The main ingredient in cerenia is maropitant citrate. Cerenia is available by prescription in 16 mg, 24 mg, 60 mg and 160 mg tablets that can be given once daily two days in a row and then again after two days if necessary. Frequency is something that will be important to discuss with your veterinarian as it may vary depending upon your pet's particular needs and specific health issues. Cerenia tablets are available for pet owners to purchase online with a prescription from their veterinarian. There is also a cerenia injection available for veterinarians for use as they may determine during times of acute vomiting for various reasons not necessarily related to motion. Cerenia is also used sometimes to help prevent vomiting due to chemotherapy. The cerenia injection is not as readily available online as the tablets, but, some pharmacies will sell the injectable directly to your veterinarian. In general, the injectable variety, now approved for cats too, is given by veterinarians in the clinic to help acute vomiting issues in the clinic and the tablets can be given by pet owners to continue therapy as needed at home.

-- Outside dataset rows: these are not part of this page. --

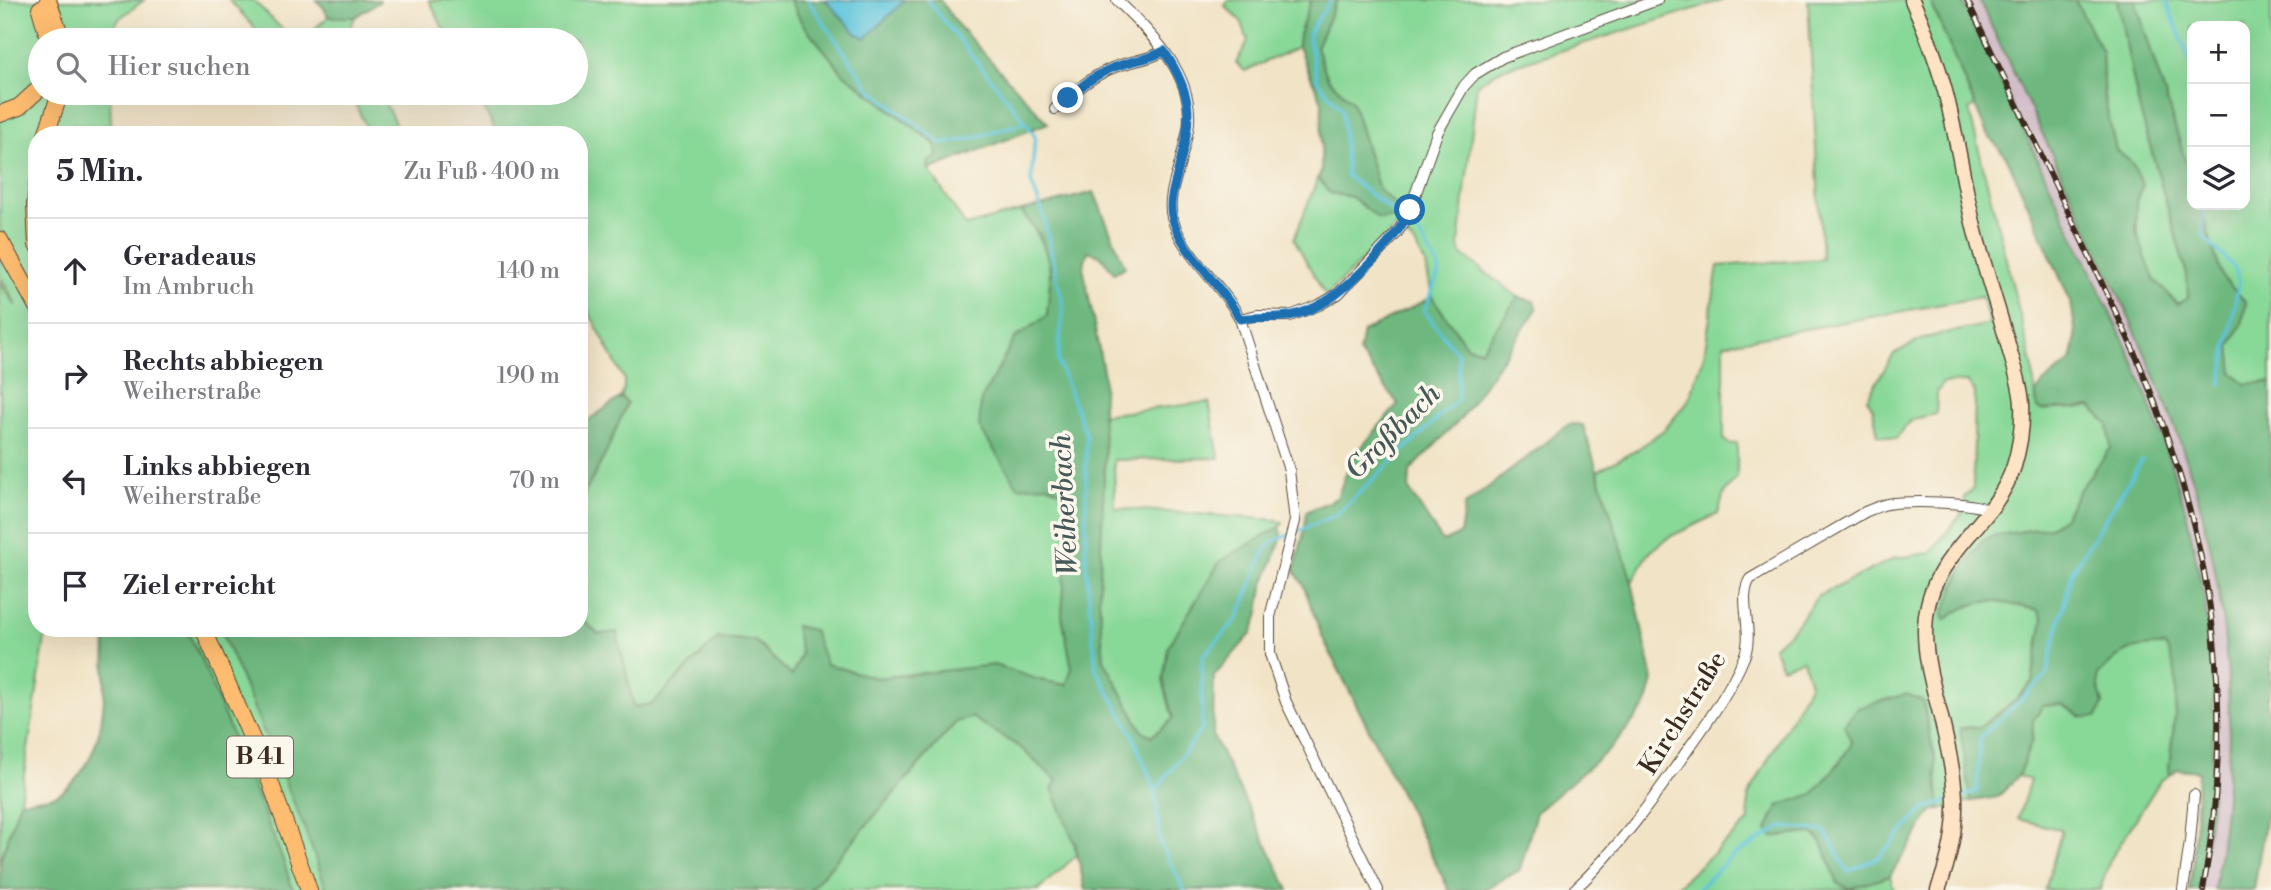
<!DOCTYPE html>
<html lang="de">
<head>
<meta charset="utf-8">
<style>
  :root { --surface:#fff; --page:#f2f2f3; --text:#2b2b33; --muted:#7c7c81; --line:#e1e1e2 }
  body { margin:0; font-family:"Libre Bodoni",serif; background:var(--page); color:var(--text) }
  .controls { position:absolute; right:21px; top:21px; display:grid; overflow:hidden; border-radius:14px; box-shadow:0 7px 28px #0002 }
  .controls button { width:63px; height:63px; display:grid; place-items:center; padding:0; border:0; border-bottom:2px solid var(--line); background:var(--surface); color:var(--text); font:35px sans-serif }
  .stop { position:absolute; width:21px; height:21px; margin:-16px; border:5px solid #1f6fb2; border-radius:50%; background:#fff }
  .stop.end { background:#1f6fb2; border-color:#fff; box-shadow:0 2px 7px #0008 }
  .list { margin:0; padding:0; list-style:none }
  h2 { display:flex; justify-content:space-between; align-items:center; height:91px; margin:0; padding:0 28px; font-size:30px }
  h2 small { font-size:23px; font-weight:400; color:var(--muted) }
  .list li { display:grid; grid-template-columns:46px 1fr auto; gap:21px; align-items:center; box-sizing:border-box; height:105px; padding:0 28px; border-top:2px solid var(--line) }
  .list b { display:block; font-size:26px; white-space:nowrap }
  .list p { margin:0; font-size:23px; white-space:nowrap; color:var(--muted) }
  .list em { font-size:23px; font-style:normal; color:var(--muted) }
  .icon { flex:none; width:38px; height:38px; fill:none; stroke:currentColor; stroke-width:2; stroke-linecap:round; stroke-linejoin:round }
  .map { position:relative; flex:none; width:2271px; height:890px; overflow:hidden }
  .search { position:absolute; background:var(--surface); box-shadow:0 7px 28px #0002; left:28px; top:28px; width:560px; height:77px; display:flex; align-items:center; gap:18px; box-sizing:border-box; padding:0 24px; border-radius:38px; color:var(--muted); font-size:26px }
  .panel { position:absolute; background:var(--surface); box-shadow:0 7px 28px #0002; left:28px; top:126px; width:560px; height:511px; border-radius:28px }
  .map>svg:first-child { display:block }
</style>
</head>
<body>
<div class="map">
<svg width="2271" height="890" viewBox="0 0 2271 890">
  <rect width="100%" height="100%" fill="#fbf7ec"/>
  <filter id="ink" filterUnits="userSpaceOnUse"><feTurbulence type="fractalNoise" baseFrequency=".0143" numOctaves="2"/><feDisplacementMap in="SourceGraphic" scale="14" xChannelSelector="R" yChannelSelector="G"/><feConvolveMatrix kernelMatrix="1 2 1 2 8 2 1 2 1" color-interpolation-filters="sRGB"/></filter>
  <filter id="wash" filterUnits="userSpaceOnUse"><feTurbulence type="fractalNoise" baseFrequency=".00686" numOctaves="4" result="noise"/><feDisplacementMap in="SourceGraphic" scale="28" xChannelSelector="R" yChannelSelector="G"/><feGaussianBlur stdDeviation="1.57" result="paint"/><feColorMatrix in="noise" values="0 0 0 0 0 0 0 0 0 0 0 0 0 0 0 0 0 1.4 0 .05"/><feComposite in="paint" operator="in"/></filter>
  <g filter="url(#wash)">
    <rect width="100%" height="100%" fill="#f1e3c6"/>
    <!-- industrial -->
    <path fill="#d2bdc8" d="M1962,0H1979L2149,359L2175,426L2201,508L2220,599L2229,686L2230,728L2226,810L2214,890H2199L2211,808L2214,687L2205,602L2186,511L2160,431L2135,365Z"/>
    <!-- green -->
    <path fill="#88d898" stroke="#62815b" stroke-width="2" d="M0,0H144L120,18L105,40H40V93H110L111,129L117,135H96V129L73,124L71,135H37V628H70L45,638L20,801L0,862V282L15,305L16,304L0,276Z
      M229,0H253L291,38L289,40H266Z
      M429,0H790L802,23L843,73L936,145L937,157L928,162L929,170L966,226L1021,211C1054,253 1052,266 1047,316L1015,339L1048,485L1065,494L1067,546L1062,615L1072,669L1066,685L1040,680L935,673L876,678L825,664L813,631L796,626L801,655L792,677L755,641L718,638L652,704L633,707L623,658L579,616V504L606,453L627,403L621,397L624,388V379L579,293V135H498L476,93H576V40H449Z
      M1228,0H1311L1299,35L1298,47L1245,71L1236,63L1248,41L1241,21L1225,6Z
      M1337,0H1723L1502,69L1477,84L1459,245L1461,254L1518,297L1482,350L1467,347L1432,297L1426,265L1415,244L1396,227L1327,295L1324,293L1294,239L1318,178L1330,193L1352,197L1379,219L1398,207L1379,190L1352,101L1328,79L1316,47Z
      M1808,0H1930L1975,106L1969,110L2032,364L2037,408L2041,410L2091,407L2108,424L2111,448L2080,489L2064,517L2050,527L1993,536L1945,619C1984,592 1995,602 2038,610L2043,620L2032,682L2016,700L1979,727L1960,728L1971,801L1940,809L1935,759L1923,700L1852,743L1840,762L1813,794L1778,807L1813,833L1822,842L1839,884L1849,889L1890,876L1894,890H1673L1749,821L1748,796L1810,684L1803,660L1782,667L1773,647L1793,629L1818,596L1895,558L1930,553L1964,511L1965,497L1973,488L1975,392L1967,382L1943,383L1937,393L1936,414L1914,419L1903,428L1896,439L1878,435L1873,409L1867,398L1894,354L1924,338L1990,324L1981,297L1724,344V440L1730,444L1737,443V477L1724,493L1718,514L1669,537L1649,553L1632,582L1597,471L1635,451L1665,429L1689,400L1704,356L1718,266L1822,259Z
      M2075,0H2117L2139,107L2187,275L2188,298L2177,304C2170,297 2161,289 2155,280C2133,248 2136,201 2132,163L2116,151L2104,97L2102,52Z
      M2135,0H2271V382L2246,384L2233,373L2230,346L2242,324L2246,302L2222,277L2200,205H2245V26H2192V181Z
      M328,17H355L349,31L353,40H319L314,29Z
      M350,93H380L401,135H370Z
      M1209,402L1219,458L1114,460L1115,508L1277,520L1283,523L1163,680L1173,719L1152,736L1142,731L1104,660L1099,600L1102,415Z
      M186,628H220L303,824L327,890H293L283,860L204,666Z
      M2138,645L2166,646C2188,681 2169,736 2169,775L2160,781L2110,860L2100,890H2045L2062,830L2018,819L2030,780L2018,776L2032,740L2033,720L2043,706L2061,704L2082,717L2103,704L2098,687V675L2114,659Z
      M972,717L1021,748L1057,781L1077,855L1038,890H810L956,722Z"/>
    <!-- forest -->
    <path fill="#6eb880" stroke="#54714f" stroke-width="2" d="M316,0H380V1L355,17H328L324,8Z
      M790,0H940L957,24L1048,123L929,170L928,162L937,157L936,144L843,73L802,23Z
      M1311,0H1337L1316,47L1328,79L1352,101L1379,190L1398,207V217L1379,219L1352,197L1330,193L1318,178L1321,171L1322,102L1298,47L1299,35Z
      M1930,0H1962L2135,365L2160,431L2186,511L2205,602L2214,687L2211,808L2199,890H2189L2193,868L2198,771L2178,769L2169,775C2169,736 2188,680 2165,646C2131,645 2123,650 2098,675V687L2103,704L2097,717H2082L2061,704L2043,706L2033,720L2032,740L2018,776L1998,797L1971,801L1960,728L1980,727L2016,700L2032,682L2043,620L2038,610C1995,602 1984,592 1945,620L1943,614L1961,572L1982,541L1993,536L2050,527L2064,517L2080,489L2111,448L2108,424L2091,407L2041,410L2037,408L2036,393L2043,383L2071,361L2076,337L2071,302L2007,158L1987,134Z
      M1979,0H2075L2102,52L2104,97L2116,150L2132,163L2143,185L2136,201V232L2154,279L2178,304L2188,298L2187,275L2139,107L2117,0H2135L2192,181V205H2200L2222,277L2246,302L2242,324L2230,346L2233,373L2246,384L2271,382V686L2267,701L2271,726V784L2254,890H2214C2237,762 2234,633 2201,508C2177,419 2138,336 2099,253C2059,168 2019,84 1979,0Z
      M1094,192L1125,267L1114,273L1100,255L1088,251L1083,267L1104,376L1102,415L1105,452L1099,600L1104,660L1142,731L1152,736L1173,719L1163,680L1168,647L1220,561L1280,527L1282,537L1263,587L1258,617L1251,634L1214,676L1213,736L1289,890H1085L1075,843L1052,789L1057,781L1021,748L971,717L956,722L810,890H327L303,824L220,628H579V616L598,634L617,632L634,707L652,704L718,638L755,641L792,676L801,655L795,626L813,630L826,664L876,678L994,665L1040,680L1066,685L1072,668L1062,615L1067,546L1065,494L1048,485L1018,487L979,427L981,400L1015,338L1047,316L1051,269L1040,235L1021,211Z
      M1432,297L1467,347L1481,350L1518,297L1534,301L1537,309L1461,418L1410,471L1409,490L1443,542L1460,534L1465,505L1538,449L1569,424L1583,425L1632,582L1653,680L1646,706L1610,749L1536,812L1520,870L1483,890H1449L1322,636L1303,584L1294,570L1305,528L1306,512L1337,498L1351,460L1398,404L1359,352L1363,332Z
      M621,397L627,403L606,453L579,504V427Z
      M106,628H186L204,666L283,860L293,890H0V862L20,801C32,799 53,799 62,792C112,755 104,682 106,628Z
      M1906,694L1922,700L1935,759L1940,809L1932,811L1890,876L1849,889L1838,884L1822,842L1813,833L1772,837L1767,830L1778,806L1813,794L1840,762L1852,743L1844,725L1857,708Z"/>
    <!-- water -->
    <path fill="#5fc5dc" stroke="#4d787d" stroke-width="2" d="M825,0H905L866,38L857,34Z"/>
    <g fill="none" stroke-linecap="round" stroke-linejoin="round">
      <!-- stream -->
      <path stroke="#5fc5dc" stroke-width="3.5" d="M808,0L870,89L942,144L973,138L1025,122L1035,136L1031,182L1043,213L1063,306L1058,361L1086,435V564L1096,669L1133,735L1155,791L1160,842L1184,890
        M927,0L1025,121
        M2166,0L2192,66
        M2203,205V236L2235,268L2239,282L2221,384
        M1155,791L1202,729V657L1238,618L1264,552L1272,542L1336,515L1458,399V354L1424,311L1440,270L1417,230L1347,176L1342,110L1317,80L1308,34L1331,0
        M1957,798L1977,791L1980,738L2046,676L2072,572L2142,460
        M1697,890L1732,856L1782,827L1825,831L1848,872L1879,857L1923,810L1950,800"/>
    </g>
  </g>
  <g filter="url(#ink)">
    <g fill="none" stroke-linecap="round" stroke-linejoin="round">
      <defs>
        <path id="minor" d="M1117,0C1150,33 1192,71 1189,122C1188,134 1184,146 1181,159C1177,176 1167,199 1172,217C1182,256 1222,283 1240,319L1289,470L1295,521L1270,617V654L1286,702L1378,890
          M1055,109C1072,94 1089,78 1110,69C1127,61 1147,61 1164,51
          M1240,319L1257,315L1290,316L1319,305L1338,294L1378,253L1396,234L1407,218L1437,133L1464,86L1475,74L1503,57L1657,0
          M1574,890C1619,848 1654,798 1689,748C1709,720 1731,689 1744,657C1755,632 1737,599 1750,579L1865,512C1872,509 1879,506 1887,504C1906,501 1972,501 1988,510
          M2183,890L2190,841L2194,795"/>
        <path id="secondary" d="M1912,0C1929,38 1944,80 1952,121C1961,159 1966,197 1976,235C1986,274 2000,313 2010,352C2015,369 2021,386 2022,404C2023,425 2020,446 2014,466C1993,530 1925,554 1925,631C1925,658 1932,683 1939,709C1956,781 1965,818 1938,890"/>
        <path id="trunk" d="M48,0L62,40
          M40,9L49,40
          M0,114L19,107L40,88
          M46,135L60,93
          M37,186L35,205L37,245
          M0,240L37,307
          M203,628L267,773L309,890"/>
      </defs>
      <!-- minor casing -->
      <use href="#minor" stroke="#564637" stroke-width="12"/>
      <!-- secondary casing -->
      <use href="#secondary" stroke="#564637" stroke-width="17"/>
      <!-- trunk casing -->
      <use href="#trunk" stroke="#564637" stroke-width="18"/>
      <!-- minor -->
      <use href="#minor" stroke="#fff" stroke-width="10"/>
      <!-- secondary -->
      <use href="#secondary" stroke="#fee4c5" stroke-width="14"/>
      <!-- trunk -->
      <use href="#trunk" stroke="#fdbc6f" stroke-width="16"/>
      <defs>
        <path id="rail" d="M1967,0C2006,81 2044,162 2083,243C2101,283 2122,323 2139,363C2171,439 2196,519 2209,601C2224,697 2220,795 2203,890"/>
      </defs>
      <!-- rail casing -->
      <use href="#rail" stroke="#3b2a1e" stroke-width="6"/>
      <!-- rail -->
      <use href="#rail" stroke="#fbf7ec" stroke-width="3.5" stroke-dasharray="10" stroke-linecap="butt"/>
    </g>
  </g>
  <g fill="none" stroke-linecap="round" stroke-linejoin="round" filter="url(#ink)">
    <!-- route -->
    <path stroke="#1f6fb2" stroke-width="9" d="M1068,98C1084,84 1100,71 1121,65C1135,60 1150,59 1164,51C1198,102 1190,123 1176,179C1173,191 1169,204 1172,216C1181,254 1222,284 1240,319C1257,316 1273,319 1289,316C1306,313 1326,303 1339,292C1362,273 1399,236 1410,210"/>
  </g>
  <g text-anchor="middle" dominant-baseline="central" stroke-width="7" stroke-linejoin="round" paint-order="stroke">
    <!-- shield labels -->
    <rect fill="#fbf7ec" stroke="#75685c" stroke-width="2" x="227" y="736.5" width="66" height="41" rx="5"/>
    <g font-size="24" font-weight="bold" fill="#3b2a1e">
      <text x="260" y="757">B 41</text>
    </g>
    <!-- street labels -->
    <g font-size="26" fill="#3b2a1e" stroke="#fbf7ec">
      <text transform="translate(1683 713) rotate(-58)">Kirchstraße</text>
    </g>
    <!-- water labels -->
    <g font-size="28" font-style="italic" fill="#465857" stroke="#fbf7ec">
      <text transform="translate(1393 432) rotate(-45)">Großbach</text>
      <text transform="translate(1065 505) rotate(-93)">Weiherbach</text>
    </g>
  </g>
</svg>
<div class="controls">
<button>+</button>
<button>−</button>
<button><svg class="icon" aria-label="layers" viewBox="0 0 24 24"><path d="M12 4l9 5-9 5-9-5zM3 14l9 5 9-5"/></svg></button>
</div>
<div class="stop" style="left:1410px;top:210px"></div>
<div class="stop end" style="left:1068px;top:98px"></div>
<div class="search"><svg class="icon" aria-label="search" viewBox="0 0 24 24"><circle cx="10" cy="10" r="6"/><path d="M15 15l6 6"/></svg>Hier suchen</div>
<section class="panel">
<h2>5 Min.<small>Zu Fuß · 400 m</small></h2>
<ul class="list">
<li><svg class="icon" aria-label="ahead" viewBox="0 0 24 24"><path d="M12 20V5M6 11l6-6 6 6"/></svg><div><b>Geradeaus</b><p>Im Ambruch</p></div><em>140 m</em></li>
<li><svg class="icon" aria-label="right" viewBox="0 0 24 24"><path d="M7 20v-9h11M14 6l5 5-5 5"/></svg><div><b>Rechts abbiegen</b><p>Weiherstraße</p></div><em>190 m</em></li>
<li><svg class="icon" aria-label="left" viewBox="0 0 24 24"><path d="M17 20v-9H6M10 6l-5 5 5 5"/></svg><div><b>Links abbiegen</b><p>Weiherstraße</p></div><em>70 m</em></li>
<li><svg class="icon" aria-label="arrive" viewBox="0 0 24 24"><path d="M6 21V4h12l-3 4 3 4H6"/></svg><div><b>Ziel erreicht</b></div></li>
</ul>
</section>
</div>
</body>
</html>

Giving Cerenia Tablets To Your Dog

According to Pfizer, cerenia is most effective when given after one hour of fasting and two hours before travel. However, it is okay to give cerenia with a little bit of food but Pfizer advises to stay away from fatty foods such as hot dogs. They also advise that dogs taking cerenia for motion sickness should be at least 16 weeks of age. Dosage will vary according to your dog's weight and your veterinarian should know what amount to prescribe.

Cerenia Side Effects

Side effects are possible and may include excessive drooling, lethargy, and vomiting (not related to motion sickness). There are some drugs that should not be taken concurrently with cerenia, as well as certain dogs with specific health problems that should avoid cerenia. Always visit thoroughly with your veterinarian before starting your pet on cerenia or any other health regimen and let them know what food and meds your pet is receiving.

Cerenia For Cats

Until recently, cerenia was only approved by the FDA for use in dogs only. However, in late May, 2012 Pfizer announced that the cerenia injectable variety had just received approval from the FDA for use in cats too as long as they are 16 weeks and older. Most of the veterinarians making comments online had been very pleased with the results they had seen from cerenia in both dogs and cats. In general, the consensus seemed to be that they were glad to see it had now been officially approved for use in cats too. Usage in cats may vary slightly however, as their physiology is different and dosage amounts by weight can be different than they are for dogs.